In fact, I’m committed to it! And in this week’s podcast we’re looking at how to do that.

But first, some background. Today marks the beginning of our debunking series, where we take one unhealthy teaching each week and look at why it’s dangerous and what we can replace it with instead.

It’s all leading up to the release of The Great Sex Rescue on March 2! Our book asked 20,000 women about their marital & sexual satisfaction, and measured that against common evangelical teachings. And we identified some key teachings that did terrible things to women’s sex lives.

One of those teachings, the one we’re tackling first, is what we call the “gatekeeping” message: that girls and women are responsible for making sure men don’t cross their sexual boundaries.

To talk about this, Rebecca’s going to do her nifty let’s-take-a-closer-look at this survey question from a popular book, and show how it doesn’t say what it claimed to say. But first, I interviewed Ruth Everhart, author of The #MeToo Reckoning. 

Listen in!

Or, as always, you can watch on YouTube!

 

Timeline of the Podcast

0:39 What’s on the schedule today!
4:00 Ruth Everhart joins us to have a conversation on safety, boundaries, and what we perceive as valuable in church culture (*warning * there are tellings of traumatic events such as rape in this interview)
26:10 What does the research say? Stats on those whose first sexual encounter is not consensual
31:41 Rebecca breaks down another bad survey question
39:48 Why these stats seem so agenda driven with bad interpretation
43:05 How this message REALLY plays out negatively when internalized

Main Segment: The #MeToo Reckoning

Ruth wrote a great post for me on The #MeToo Reckoning earlier this month, but today I had a chance to talk to her about some of the stories in her book, and ask her a question that’s plagued me since I had a rather disturbing encounter myself on a missions trip: Why is it that we think the price of spreading the gospel sometimes must be women’s safety? So the reader question this week was actually one from me!

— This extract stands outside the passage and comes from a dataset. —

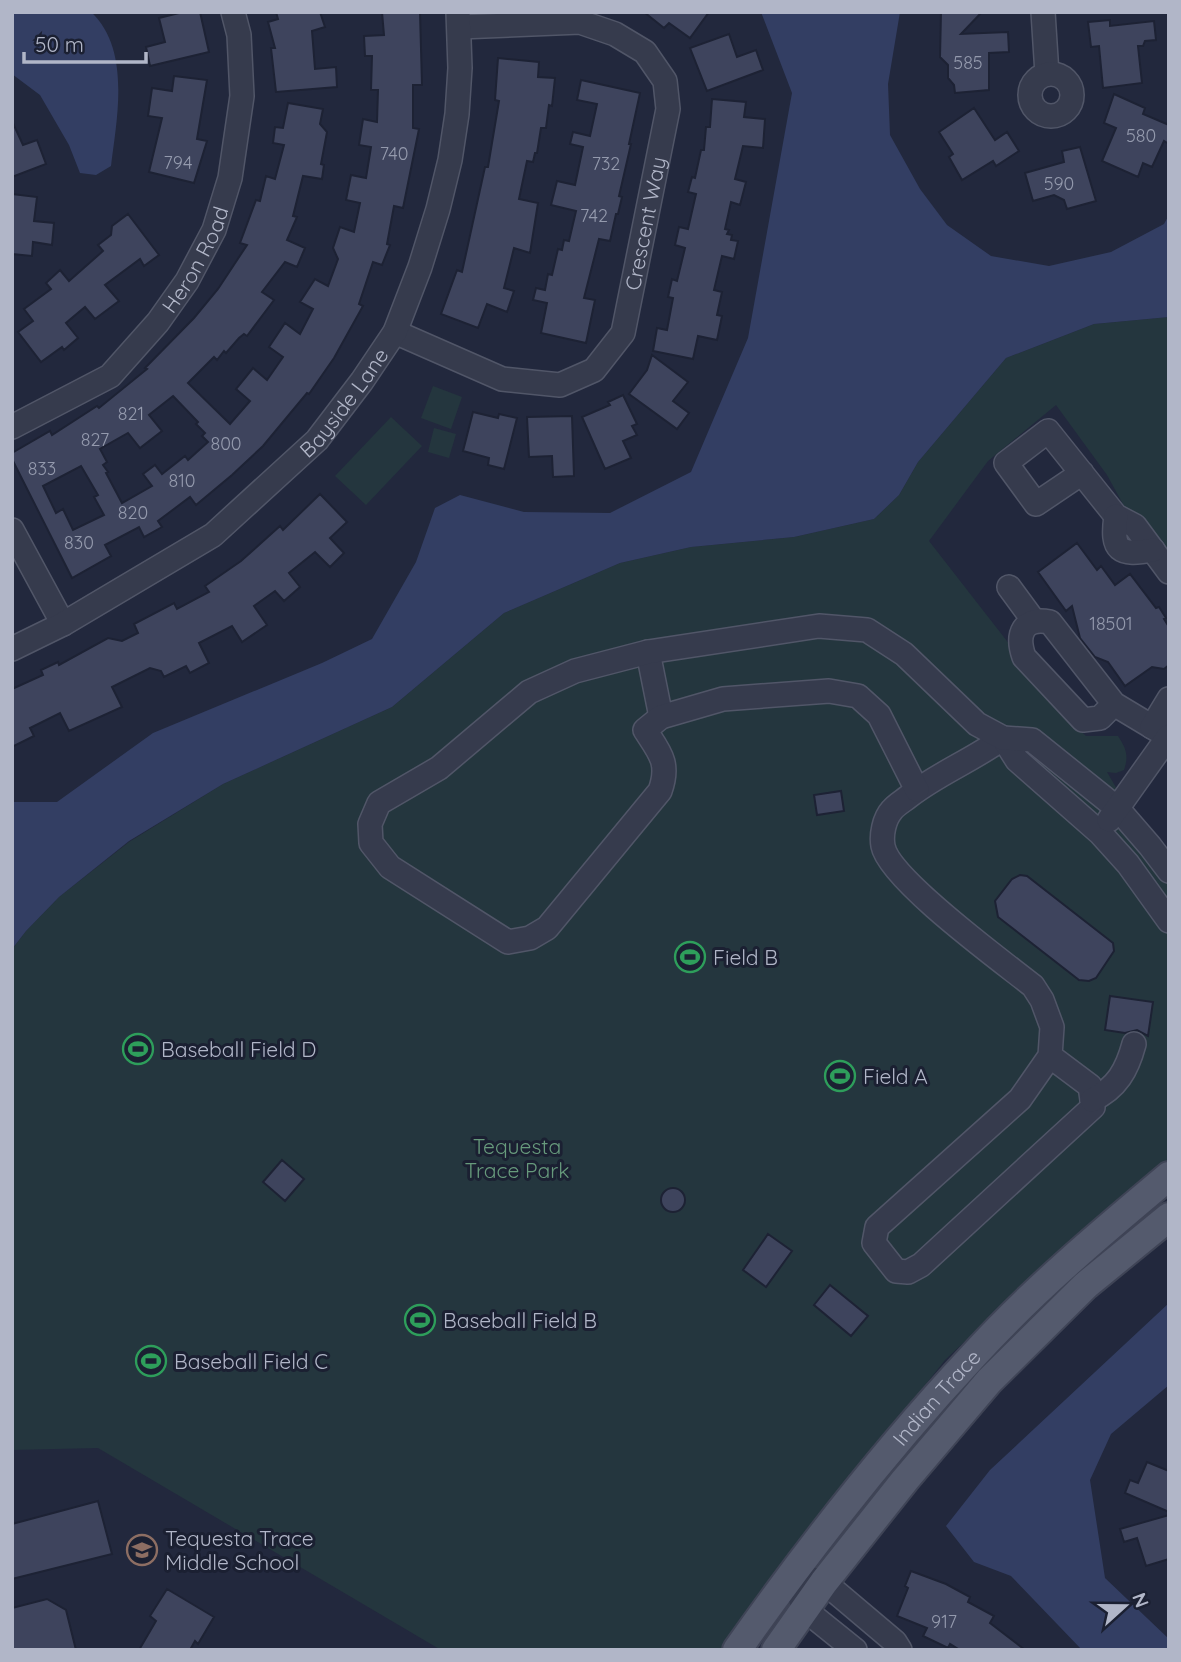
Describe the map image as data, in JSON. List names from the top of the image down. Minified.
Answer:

And do check out her book!

The #MeToo Reckoning

New Research: 1/16 women report their first encounter with sex is rape

We looked at a study from the Journal of Internal Medicine, and asked what the church can do given this reality in their pews.

Some highlights from the study:

  • If sex was forced, average age was 15.6 years compared with 17.4 years
  • Average age of the partner/assailant at first sexual encounter was 6 years older for women with forced vs voluntary sexual initiation
  • Women with forced sexual initiation were more likely to experience an unwanted first pregnancy; endometriosis;  pelvic inflammatory disease; problems with ovulation or menstruation
  • Survivors of forced sexual initiation more frequently reported illicit drug use; fair or poor health; and difficulty completing tasks owing to a physical or mental health condition.
Association Between Forced Sexual Initiation and Health Outcomes Among US Women

JAMA Internal Medicine

Are We Promoting Rape Culture?

Next, Rebecca joined us and we analyzed a survey question in Shaunti Feldhahn and Lisa Rice’s book For Young Women Only. The way the authors present these conclusions is highly problematic, and the survey results do not warrant the conclusions drawn from it. 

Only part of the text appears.